== Task prompt ==
Every line from the one containing "M530,319L533,367L486,371L482,322Z" to the one containing "M132,898L136,984L239,986L238,1019L102,1016L97,899Z" in the records below, both included, must be set down exactly, and no other line.

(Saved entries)
[Start of Attachment]

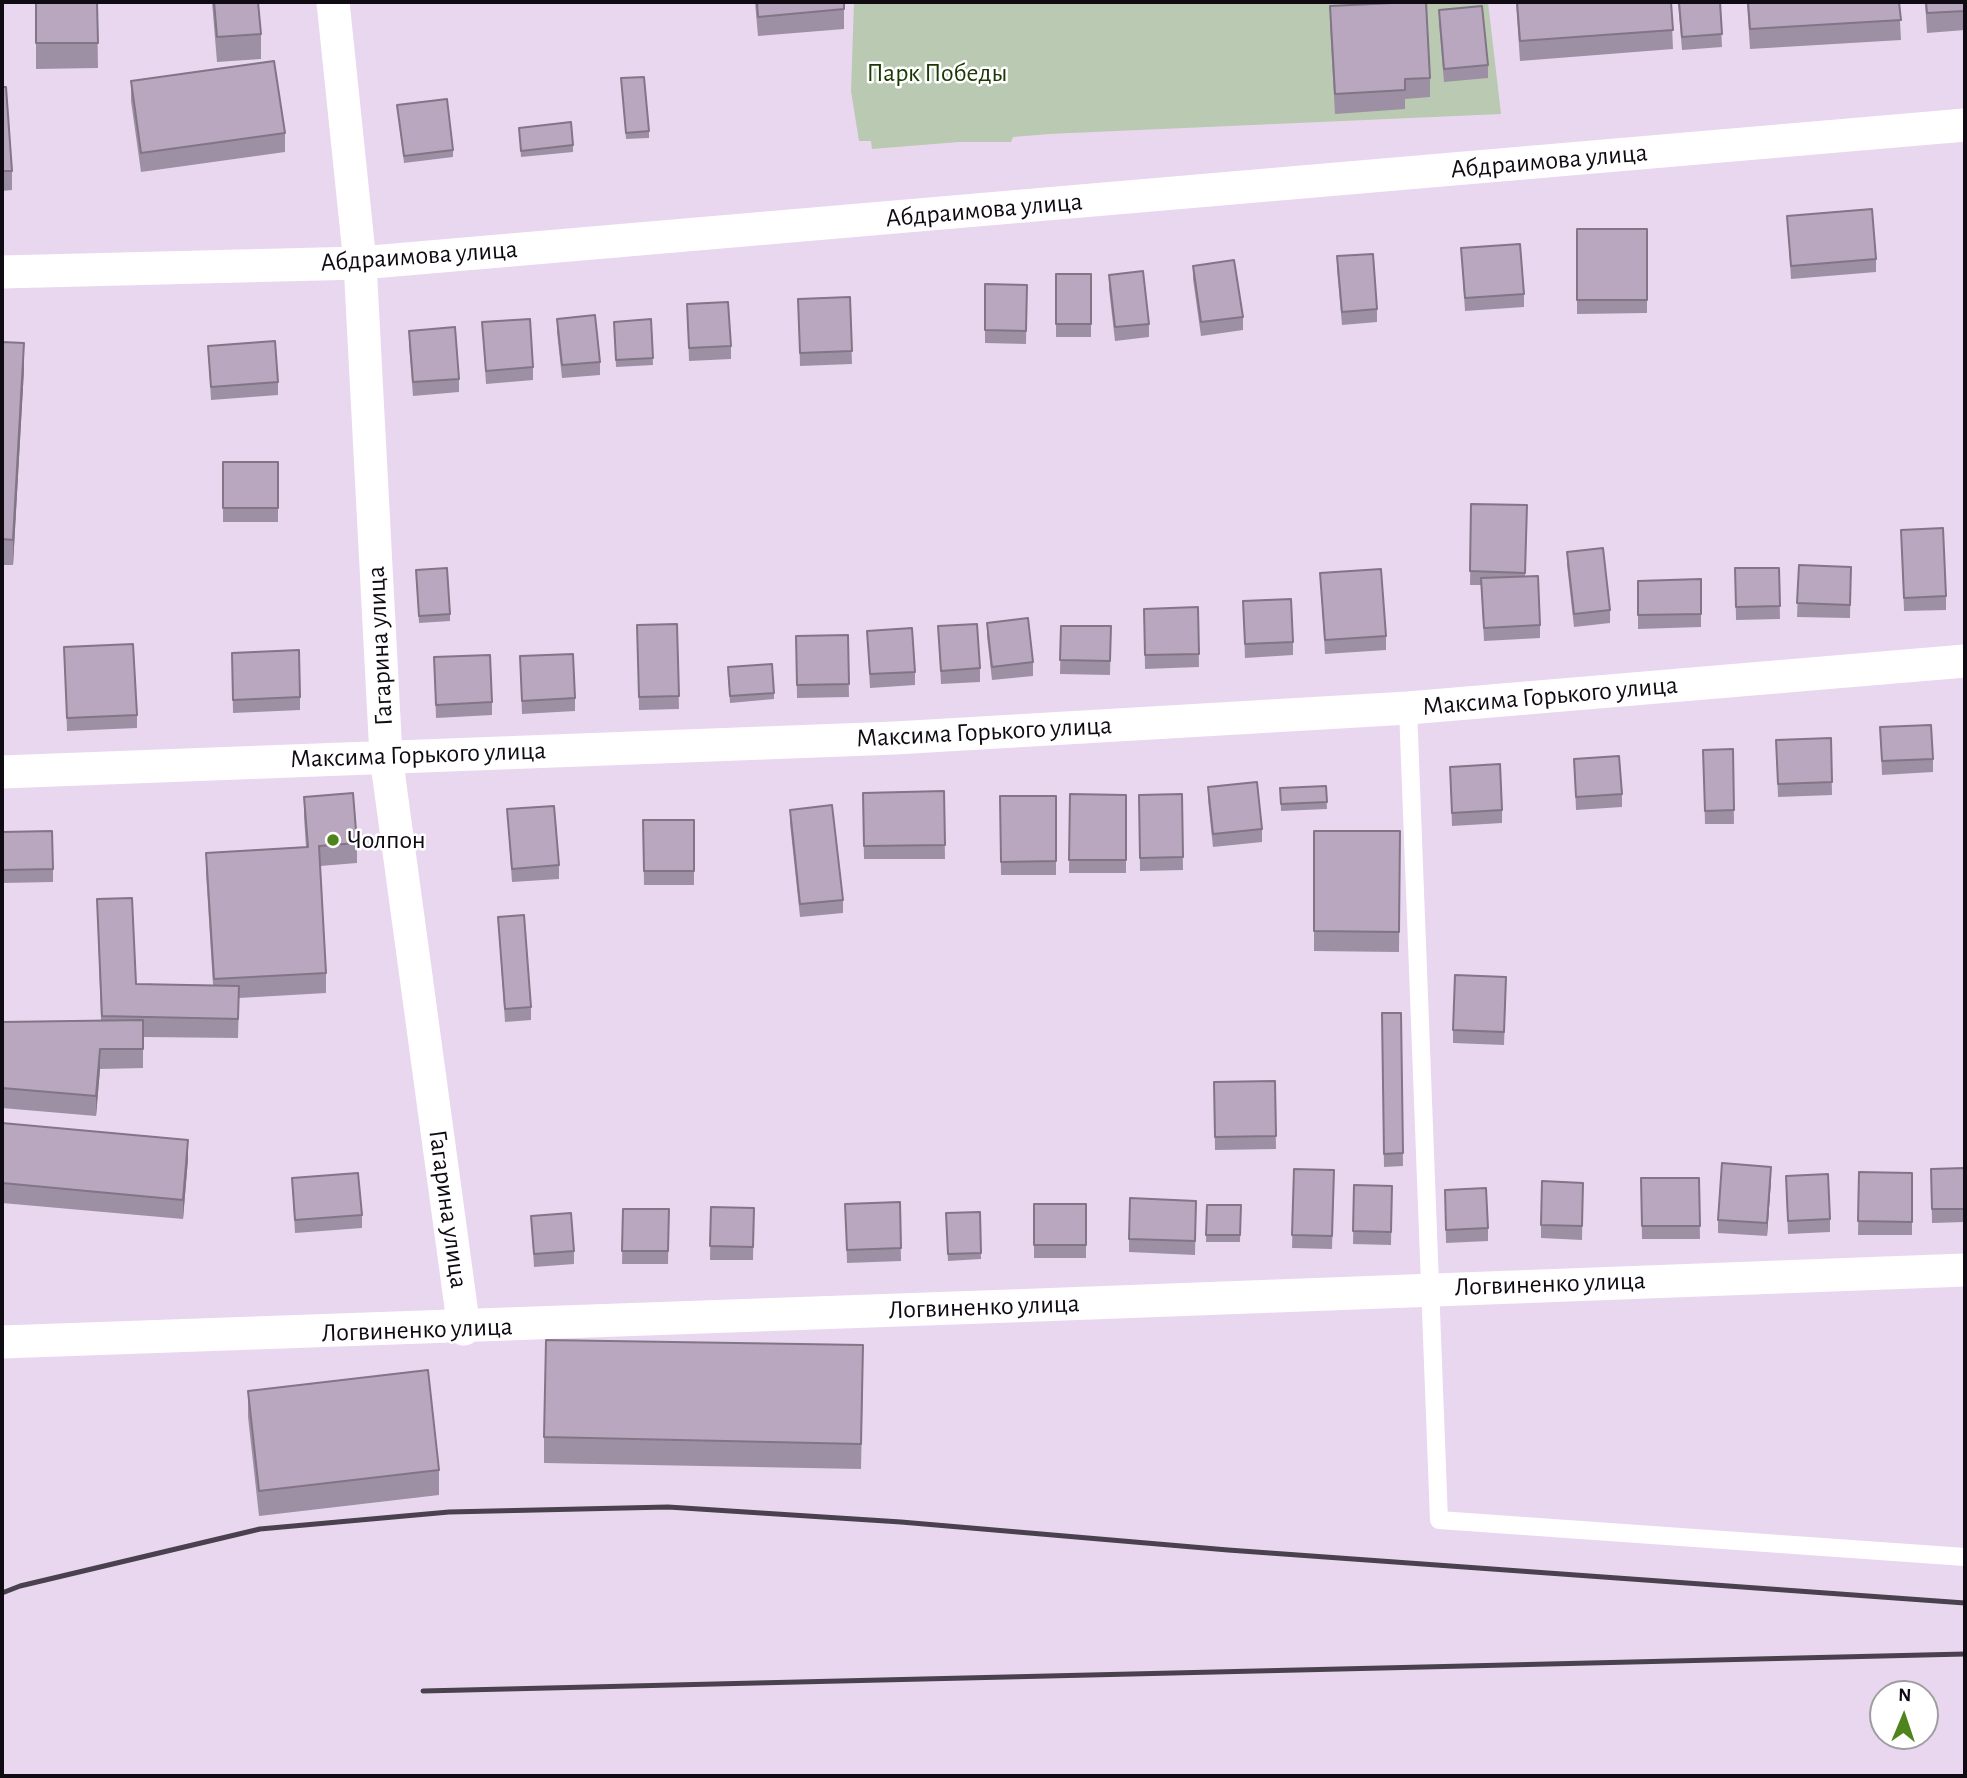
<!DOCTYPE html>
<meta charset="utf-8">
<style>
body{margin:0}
#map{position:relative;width:1967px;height:1778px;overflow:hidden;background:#e9d7f0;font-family:"Alegreya Sans",sans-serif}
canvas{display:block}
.frame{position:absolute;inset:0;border:4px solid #100a12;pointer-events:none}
.north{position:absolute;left:1869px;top:1680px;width:70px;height:70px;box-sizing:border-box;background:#fff;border:2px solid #9f9da0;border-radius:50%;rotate:2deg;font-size:19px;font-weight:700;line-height:28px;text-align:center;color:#100a12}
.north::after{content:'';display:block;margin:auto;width:24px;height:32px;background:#4e841b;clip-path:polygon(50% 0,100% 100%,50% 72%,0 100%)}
</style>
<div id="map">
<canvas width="1967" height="1778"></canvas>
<div class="frame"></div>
<div class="north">N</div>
</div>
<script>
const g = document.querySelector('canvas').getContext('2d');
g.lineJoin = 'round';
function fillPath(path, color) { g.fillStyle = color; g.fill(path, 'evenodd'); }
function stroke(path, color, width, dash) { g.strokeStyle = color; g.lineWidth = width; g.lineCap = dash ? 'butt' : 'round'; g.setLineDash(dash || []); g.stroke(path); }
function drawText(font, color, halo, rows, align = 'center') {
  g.font = font + ' "Alegreya Sans",sans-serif'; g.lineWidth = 5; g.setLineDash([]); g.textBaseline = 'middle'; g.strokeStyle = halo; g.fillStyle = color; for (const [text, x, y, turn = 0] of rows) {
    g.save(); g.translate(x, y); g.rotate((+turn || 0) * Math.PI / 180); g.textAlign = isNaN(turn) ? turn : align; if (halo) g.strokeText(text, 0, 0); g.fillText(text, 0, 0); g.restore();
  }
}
fillPath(new Path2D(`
 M854,2H1488L1501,114L1049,134L1013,137L1011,142H959L872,149L871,141H859L851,91Z`), '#bac9b1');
stroke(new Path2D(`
 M1408,708L1439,1520L1965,1557`), '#fff', 18);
stroke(new Path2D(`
 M333,2L360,263L386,756L464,1329
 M2,272L360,263L1965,125
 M2,772L895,738L1408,708L1965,661
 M2,1342C656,1323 1311,1292 1965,1270`), '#fff', 33);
stroke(new Path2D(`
 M2,1593L20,1586L260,1529L449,1512L668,1507L901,1522L1228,1550L1965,1603
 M423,1691L1965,1654`), '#4a414e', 5);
fillPath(new Path2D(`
 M36,2H97L98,68L36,69Z
 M212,2H258L261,34V59L217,62Z
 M755,2H844V29L758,36Z
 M1516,2H1671L1673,49L1520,61Z
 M1678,2H1720L1722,47L1682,50Z
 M1747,2H1899L1901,40L1750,49Z
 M1925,2H1965V30L1927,33Z
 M1330,6L1430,78V97L1405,99V109L1335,114L1330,26Z
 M1439,10L1488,65V78L1444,82L1439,23Z
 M621,78L649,131V138L626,139Z
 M131,81L285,133V152L141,172L131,101Z
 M2,87L12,171V190L2,191Z
 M397,105L453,150V157L404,163Z
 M519,128L573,145V152L521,157Z
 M1787,216L1876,259V272L1791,279Z
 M1577,229H1647V313L1577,314Z
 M1461,248L1524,294V307L1465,311Z
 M1337,256L1377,309V322L1342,325L1337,269Z
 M1193,266L1243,317V330L1201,336L1193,279Z
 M1056,274H1091V337H1056Z
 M1109,275L1149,324V337L1115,341L1109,289Z
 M985,284L1027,285L1026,344L985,343Z
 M850,297L852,364L800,366L798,299Z
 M687,304L731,346V359L689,361Z
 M557,319L600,362V375L562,378L557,332Z
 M651,319L653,365L616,367L614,322Z
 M482,322L533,367V380L486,384Z
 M409,331L459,379V392L413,396L409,344Z
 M2,342L24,369L13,565H2Z
 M208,346L278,382V395L211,400Z
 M223,462H278V522H223Z
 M1471,504L1527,505L1525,576L1540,625V638L1484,641L1481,585H1470Z
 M1901,530L1946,596V610L1904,611Z
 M1567,552L1610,610V623L1574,627L1567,565Z
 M1799,565L1851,567L1850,618L1797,617Z
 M1735,568H1779L1780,619L1736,620Z
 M1320,573L1386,636V650L1325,654Z
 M416,576L450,614V621L419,623Z
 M1701,579V627L1638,629V581Z
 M1243,601L1293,642V655L1245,658Z
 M1198,607L1199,667L1145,669L1144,609Z
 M987,623L1033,662V676L992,680L987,636Z
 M677,624L679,709L639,710L637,625Z
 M938,626L980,668V682L941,684Z
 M1061,626H1111L1110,675L1060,674Z
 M867,631L915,672V685L870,688Z
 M848,635L849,697L797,698L796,636Z
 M64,647L137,715V728L67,731Z
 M232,653L300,697V710L233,713Z
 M520,656L575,698V711L522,714Z
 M434,657L492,702V715L436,718Z
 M728,674L774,693V699L730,703Z
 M1880,727L1933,759V772L1882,775Z
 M1831,738L1832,795L1778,797L1776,740Z
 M1733,749L1734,824H1705L1703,750Z
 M1574,759L1622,794V807L1576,810Z
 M1450,767L1502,810V823L1452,826Z
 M1326,786L1327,809L1281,811L1280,788Z
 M1208,787L1262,829V842L1213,847L1208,800Z
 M944,791L945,859H864L863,793Z
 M1070,794L1126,795V873H1069Z
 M1182,794L1183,870L1140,871L1139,795Z
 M1000,796H1056V875H1001Z
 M304,797L357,843V863L320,866L326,973V993L239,998L238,1038L143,1037V1068L100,1069L96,1116L2,1108V1022L101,1021L97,899L136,984L213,985L206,872V853L306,847L304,817Z
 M507,809L559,865V879L512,882Z
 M790,810L843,900V913L800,917L790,823Z
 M643,820H694V885H644Z
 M1314,831H1400L1399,952L1314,951Z
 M2,832L53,869V882L2,883Z
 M498,917L531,1007V1020L505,1022Z
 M1506,990L1504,1045L1453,1043V1030Z
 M1382,1013H1401L1403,1166L1384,1167Z
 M1275,1081L1276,1149L1215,1150L1214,1082Z
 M2,1123L188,1159L183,1219L2,1203Z
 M1965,1168V1222L1932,1223L1931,1169Z
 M1294,1169L1334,1170L1332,1249L1292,1248Z
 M1859,1172L1912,1173V1235H1858Z
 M292,1178L362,1215V1228L295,1233Z
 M1641,1178H1699L1700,1239H1642Z
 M1771,1180L1767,1236L1718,1233V1220Z
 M1583,1183L1582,1240L1541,1238V1225Z
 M1354,1185L1392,1186L1391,1245L1353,1244Z
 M1786,1189L1830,1219V1232L1788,1234Z
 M1445,1190L1488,1228V1241L1446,1243Z
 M1196,1201L1195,1255L1129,1252V1239Z
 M900,1202L901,1261L847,1263L845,1204Z
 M1034,1204H1086V1258H1034Z
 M1207,1205H1241L1240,1242H1206Z
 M711,1207L754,1208L753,1260H710Z
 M623,1209H669L668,1264H622Z
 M980,1212L981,1259L948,1261L946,1213Z
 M531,1216L574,1251V1264L534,1267Z
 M863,1371L861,1469L544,1463V1437Z
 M248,1391L439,1470V1495L259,1516L248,1417Z`), '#9e90a4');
fillPath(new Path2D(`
 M24,343V369L13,565V540Z
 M100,1049V1069L96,1116V1096Z
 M188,1140V1159L183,1219V1200Z
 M1771,1167V1180L1767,1236V1223Z`), '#817586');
const building = new Path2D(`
 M36,2H97L98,43H36Z
 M214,2H258L261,34L217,37Z
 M757,2H844V9L758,17Z
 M1414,2H1426L1430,78L1405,79V90L1335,94L1330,6Z
 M1517,2H1671L1673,30L1520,41Z
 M1679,2H1720L1722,34L1682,37Z
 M1748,2H1899L1901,20L1750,29Z
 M1926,2H1965V11L1927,13Z
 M1482,6L1488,65L1444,69L1439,10Z
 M274,61L285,133L141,153L131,81Z
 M644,77L649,131L626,133L621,78Z
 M2,87H6L12,171H2Z
 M447,99L453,150L404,156L397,105Z
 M571,122L573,145L521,151L519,128Z
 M1872,209L1876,259L1791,266L1787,216Z
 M1577,229H1647V300H1577Z
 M1520,244L1524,294L1465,298L1461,248Z
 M1373,254L1377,309L1342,312L1337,256Z
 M1234,260L1243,317L1201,322L1193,266Z
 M1143,271L1149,324L1115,327L1109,275Z
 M1056,274H1091V324H1056Z
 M985,284L1027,285L1026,331L985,330Z
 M850,297L852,351L800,353L798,299Z
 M728,302L731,346L689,348L687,304Z
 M595,315L600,362L562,365L557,319Z
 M530,319L533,367L486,371L482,322Z
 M651,319L653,358L616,360L614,322Z
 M455,327L459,379L413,382L409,331Z
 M275,341L278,382L211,387L208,346Z
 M2,342L24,343L13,540L2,539Z
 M223,462H278V508H223Z
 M1471,504L1527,505L1525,573L1470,571Z
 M1943,528L1946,596L1904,598L1901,530Z
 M1603,548L1610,610L1574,614L1567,552Z
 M1799,565L1851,567L1850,605L1797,603Z
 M447,568L450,614L419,616L416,570Z
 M1735,568H1779L1780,606L1736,607Z
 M1381,569L1386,636L1325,640L1320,573Z
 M1538,576L1540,625L1484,628L1481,578Z
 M1701,579V614L1638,615V581Z
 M1291,599L1293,642L1245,644L1243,601Z
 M1198,607L1199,654L1145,655L1144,609Z
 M1028,618L1033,662L992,667L987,623Z
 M677,624L679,696L639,697L637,625Z
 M977,624L980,668L941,671L938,626Z
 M1061,626H1111L1110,661L1060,660Z
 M912,628L915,672L870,674L867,631Z
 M848,635L849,684L797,685L796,636Z
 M133,644L137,715L67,718L64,647Z
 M299,650L300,697L233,700L232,653Z
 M573,654L575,698L522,701L520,656Z
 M490,655L492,702L436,705L434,657Z
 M772,664L774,693L730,696L728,667Z
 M1931,725L1933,759L1882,761L1880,727Z
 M1831,738L1832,782L1778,784L1776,740Z
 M1733,749L1734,810L1705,811L1703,750Z
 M1619,756L1622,794L1576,797L1574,759Z
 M1500,764L1502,810L1452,813L1450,767Z
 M1257,782L1262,829L1213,834L1208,787Z
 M1326,786L1327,802L1281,804L1280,788Z
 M944,791L945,845L864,846L863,793Z
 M353,793L357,843L319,846L326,973L214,979L206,853L308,847L304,797Z
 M1070,794L1126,795V860H1069Z
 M1182,794L1183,857L1140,858L1139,795Z
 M1000,796H1056V861L1001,862Z
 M832,805L843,900L800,904L790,810Z
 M554,806L559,865L512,869L507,809Z
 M643,820H694V871H644Z
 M52,831L53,869L2,870V832Z
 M1314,831H1400L1399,932L1314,931Z
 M132,898L136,984L239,986L238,1019L102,1016L97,899Z
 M524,915L531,1007L505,1009L498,917Z
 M1455,975L1506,977L1504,1032L1453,1030Z
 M1382,1013H1401L1403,1153L1384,1154Z
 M143,1020V1049H100L96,1096L2,1088V1022Z
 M1275,1081L1276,1136L1215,1137L1214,1082Z
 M2,1123L188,1140L183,1200L2,1183Z
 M1722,1163L1771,1167L1767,1223L1718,1220Z
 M1965,1168V1209H1932L1931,1169Z
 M1294,1169L1334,1170L1332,1236L1292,1235Z
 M1859,1172L1912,1173V1222L1858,1221Z
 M358,1173L362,1215L295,1220L292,1178Z
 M1828,1174L1830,1219L1788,1221L1786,1176Z
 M1641,1178H1699L1700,1226H1642Z
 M1542,1181L1583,1183L1582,1226L1541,1225Z
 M1354,1185L1392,1186L1391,1232L1353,1231Z
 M1486,1188L1488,1228L1446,1230L1445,1190Z
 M1130,1198L1196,1201L1195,1241L1129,1239Z
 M900,1202L901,1248L847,1250L845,1204Z
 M1034,1204H1086V1245H1034Z
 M1207,1205H1241L1240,1235H1206Z
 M711,1207L754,1208L753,1247L710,1246Z
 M623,1209H669L668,1251H622Z
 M980,1212L981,1253L948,1254L946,1213Z
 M571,1213L574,1251L534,1254L531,1216Z
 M546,1340L863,1345L861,1444L544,1437Z
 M428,1370L439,1470L259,1491L248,1391Z`);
fillPath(building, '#b8a7bf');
stroke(building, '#817586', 2);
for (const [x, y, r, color] of [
 [333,840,7,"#4e841b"]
]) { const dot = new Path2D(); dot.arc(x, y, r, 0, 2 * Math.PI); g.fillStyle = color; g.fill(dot); stroke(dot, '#fff', 2.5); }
drawText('26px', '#1c3604', '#fff', [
 ["Парк Победы",937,73]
]);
drawText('26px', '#100a12', '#fff', [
 ["Абдраимова улица",1549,161,-5],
 ["Абдраимова улица",984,210,-5],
 ["Абдраимова улица",419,256,-4],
 ["Гагарина улица",380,646,-93],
 ["Максима Горького улица",1550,696,-5],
 ["Максима Горького улица",984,732,-3],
 ["Максима Горького улица",418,755,-2],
 ["Гагарина улица",448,1209,82],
 ["Логвиненко улица",1550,1284,-2],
 ["Логвиненко улица",984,1307,-2],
 ["Логвиненко улица",417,1330,-2]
]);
drawText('26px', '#100a12', '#fff', [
 ["Чолпон",347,840]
], 'left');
</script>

[End of Attachment]

== Response ==
 M530,319L533,367L486,371L482,322Z
 M651,319L653,358L616,360L614,322Z
 M455,327L459,379L413,382L409,331Z
 M275,341L278,382L211,387L208,346Z
 M2,342L24,343L13,540L2,539Z
 M223,462H278V508H223Z
 M1471,504L1527,505L1525,573L1470,571Z
 M1943,528L1946,596L1904,598L1901,530Z
 M1603,548L1610,610L1574,614L1567,552Z
 M1799,565L1851,567L1850,605L1797,603Z
 M447,568L450,614L419,616L416,570Z
 M1735,568H1779L1780,606L1736,607Z
 M1381,569L1386,636L1325,640L1320,573Z
 M1538,576L1540,625L1484,628L1481,578Z
 M1701,579V614L1638,615V581Z
 M1291,599L1293,642L1245,644L1243,601Z
 M1198,607L1199,654L1145,655L1144,609Z
 M1028,618L1033,662L992,667L987,623Z
 M677,624L679,696L639,697L637,625Z
 M977,624L980,668L941,671L938,626Z
 M1061,626H1111L1110,661L1060,660Z
 M912,628L915,672L870,674L867,631Z
 M848,635L849,684L797,685L796,636Z
 M133,644L137,715L67,718L64,647Z
 M299,650L300,697L233,700L232,653Z
 M573,654L575,698L522,701L520,656Z
 M490,655L492,702L436,705L434,657Z
 M772,664L774,693L730,696L728,667Z
 M1931,725L1933,759L1882,761L1880,727Z
 M1831,738L1832,782L1778,784L1776,740Z
 M1733,749L1734,810L1705,811L1703,750Z
 M1619,756L1622,794L1576,797L1574,759Z
 M1500,764L1502,810L1452,813L1450,767Z
 M1257,782L1262,829L1213,834L1208,787Z
 M1326,786L1327,802L1281,804L1280,788Z
 M944,791L945,845L864,846L863,793Z
 M353,793L357,843L319,846L326,973L214,979L206,853L308,847L304,797Z
 M1070,794L1126,795V860H1069Z
 M1182,794L1183,857L1140,858L1139,795Z
 M1000,796H1056V861L1001,862Z
 M832,805L843,900L800,904L790,810Z
 M554,806L559,865L512,869L507,809Z
 M643,820H694V871H644Z
 M52,831L53,869L2,870V832Z
 M1314,831H1400L1399,932L1314,931Z
 M132,898L136,984L239,986L238,1019L102,1016L97,899Z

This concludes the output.